国民同胞巻頭言

第599号

執筆者 題名
合宿運営委員長
飯島 隆史
「江田島で、歴史に学ぼう」が現実になった
- 第56回全国学生青年合宿教室開催さる -
  合宿教室のあらまし
走り書きの感想文から(抄)
合宿詠草抄

 第56回全国学生青年合宿教室は海軍兵学校ゆかりの地、広島県江田島市の「国立江田島青少年交流の家」において、8月19日から22日までの3泊4日の日程で開催された。平成14年の夏以来、2度目の江田島開催であった。

 今夏の招聘講師である東京大学名誉教授の小堀桂一郎先生(本会顧問)は10回目のご登壇であった。3月に東日本大震災があり、さらに福島第一原発の事故が追ひ打ちを掛けてゐることもあって、合宿そのものの開催が危ぶまれたが、「江田島で、歴史に学ぼう!」との呼び掛けに応へて、北は北海道、南は九州各県の全国各地から141名の人達が参加したことは有難いことであった。

 前理事長・故小田村寅二郎先生が示された「学問、人生、祖国」の一体的な理解把握がことしの合宿教室でも基調テーマであった。廣木寧先生の合宿導入講義「ソクラテスと吉田松陰 - 魂の世話をするといふこと- 」では、時代も国も懸け離れた二人の間に《偉大なる魂》の交流があるとし《正しく学問する》《正しく生きる》とはどういふことなのかが説かれた。小堀桂一郎先生の御講義「歴史に学ぶ『公』と『私』の関係」では、既に神々の世界で農耕共同体的な助け合ひの精神が尊ばれてをり聖徳太子17条憲法に《公と私》の社会秩序の原理が示されてゐることが指摘された。國武忠彦先生の古典講義「古事記 仁徳天皇の巻 」では、皇后石の比売の命の愛憎半ばする悲しいまでの切ない心情とその人間的真実を伝へる『古事記』の魅力が語られた。山内健生先生の講義「日本歴史の特性」では、御歴代の天皇に一貫する《民安かれの祈り》こそ《連綿性》といふ日本歴史の特質の最たるものであり直視すべきものであることが説かれた。

 また寶邊矢太郎先生は短歌創作導入講義の中で自分の気持ちを正直に正確に詠むところに短歌の原点があると話された。その後、総数4百数10首の歌が提出された。参加者全員が短歌を詠んだことは大いに意味のあることであった。 折田豊生先生の創作短歌全体批評においては実際の作品を例に正確に詠むとはどういふことなのかが示され、《大和言葉》による豊かな表現に改めて瞠目させられた。今後の日常の中でも、短歌の創作や名歌の鑑賞を続けて行きたいと思ふ。

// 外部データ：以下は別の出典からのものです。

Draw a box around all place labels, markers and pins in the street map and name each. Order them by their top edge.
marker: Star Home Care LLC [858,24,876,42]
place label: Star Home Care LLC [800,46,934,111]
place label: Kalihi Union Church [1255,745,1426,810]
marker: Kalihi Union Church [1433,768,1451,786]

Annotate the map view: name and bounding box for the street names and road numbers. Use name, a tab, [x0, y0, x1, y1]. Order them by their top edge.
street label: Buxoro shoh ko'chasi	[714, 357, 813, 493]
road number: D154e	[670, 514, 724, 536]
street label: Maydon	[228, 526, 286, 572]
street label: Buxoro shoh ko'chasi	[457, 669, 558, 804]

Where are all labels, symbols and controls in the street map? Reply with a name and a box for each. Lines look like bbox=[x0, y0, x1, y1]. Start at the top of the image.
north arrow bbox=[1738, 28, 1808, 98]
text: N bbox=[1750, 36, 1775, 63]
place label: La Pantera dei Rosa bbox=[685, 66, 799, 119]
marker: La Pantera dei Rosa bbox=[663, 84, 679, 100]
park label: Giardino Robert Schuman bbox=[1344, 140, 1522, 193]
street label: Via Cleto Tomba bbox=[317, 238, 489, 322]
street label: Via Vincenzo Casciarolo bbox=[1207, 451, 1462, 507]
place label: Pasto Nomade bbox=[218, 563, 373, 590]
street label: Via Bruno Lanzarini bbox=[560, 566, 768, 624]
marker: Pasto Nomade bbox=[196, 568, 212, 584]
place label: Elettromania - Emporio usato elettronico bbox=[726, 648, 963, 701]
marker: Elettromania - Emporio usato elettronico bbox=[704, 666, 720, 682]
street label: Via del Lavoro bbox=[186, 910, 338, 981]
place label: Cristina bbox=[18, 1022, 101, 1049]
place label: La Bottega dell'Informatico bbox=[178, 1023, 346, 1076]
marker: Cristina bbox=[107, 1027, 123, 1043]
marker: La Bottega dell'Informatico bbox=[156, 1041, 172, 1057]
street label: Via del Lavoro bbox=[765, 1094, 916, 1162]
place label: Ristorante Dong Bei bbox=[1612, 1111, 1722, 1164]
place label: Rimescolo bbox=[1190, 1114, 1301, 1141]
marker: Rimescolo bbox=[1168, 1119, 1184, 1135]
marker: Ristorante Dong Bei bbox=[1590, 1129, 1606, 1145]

 私どもが日頃から、かくあるべきと考へてきた「真の学問」とは自らの人生観を問ふものであり、わが人生の真の幸福とは何かを自問するものであった。学校で学ぶものの多くは知識であり、わが心を揺さぶるものが「真の学問」である。日本の学問とはそのやうなものであったはずだ。かつて徂徠も宣長も松陰も、さういふ学問をした。この合宿教室で、もし心に響くものを感じられたとしたら、「真の学問」の端緒を掴まれたといふことである。

 そしてこの学問を深めるものは時に苦言を呈してくれる「真の友」の存在である。「友情」はその中から生れる。切磋琢磨する「良き友」を見つけられたと思ふが、本当の付き合ひはこれから始まる。

 同時に、われわれの境涯を包み込んでゐる「祖国日本」の命運も、わが学問、わが人生と不可分に結びついてゐる。この日本に生れたことは選択の次元を超えてゐる。その宿命に正しく向き合ふ学問がわれわれの人生を充実したものにしてくれる。合宿教室で日本の精神的伝統の大切さが説かれ、先人に感謝する慰霊祭が営まれた所以もそこにあった。

 最終日の全体感想発表を聞いて、私どもの願ふところを感じとっていただけたことが伝はってきて有難かった。ここで学んだことを大学や職場で、日常の生活の中で、どう生かすかはわれわれ一人一人に懸ってゐる。わが国の困難な状況は続くかもしれないが、感想発表を耳にして、日本は大丈夫だと確信した次第である。

(新明電材(株))

ページトップ  

開会式(第1日目)

 第56回全国学生青年合宿教室は九州工業大学大学院1年小林達郎君の力強い開会宣言で幕を開けた。主催者を代表して上村和男理事長は「豊かになった今日、見失ったものは何か。それは積極的に物事に挑戦する意欲であり、自分の頭でものを考へる力であり、さらには日本の文化伝統への愛情である、今のわが国に最も欠けてゐるものは国家観である」と問題提起をしつつ、「これらについて考へ、気付き、目覚め、そして各自が奮起するやうな合宿にして欲しい」と挨拶した。次いで九州工業大学情報工学部4年大森淳史君は「この合宿では心に残る言葉を見つけたい。互ひに心に残った言葉を語り合ひたい。皆さんも是非、それを班員に伝へて下さい。充実した合宿になるやうに心を尽して取組みませう」と呼び掛けた。

合宿導入講義

 「ソクラテスと吉田松陰   - 魂の世話をするといふこと- 」
          (株)寺子屋モデル講師頭 廣木寧先生

 初めに、陽明学者安岡正篤氏の「何か心霊に響く感動の気を得て、それからそれへと縁に随って、自ら学問求道しなければ、真に自己を開発することは難しい」「縁を尋ねて古聖先賢の学道に参じたことに深甚な恩恵を覚える」との文章を引用され、「この合宿では先人の遺した文章を味読し、その生き方に学ぶ生き方を学んで欲しい」と述べられた。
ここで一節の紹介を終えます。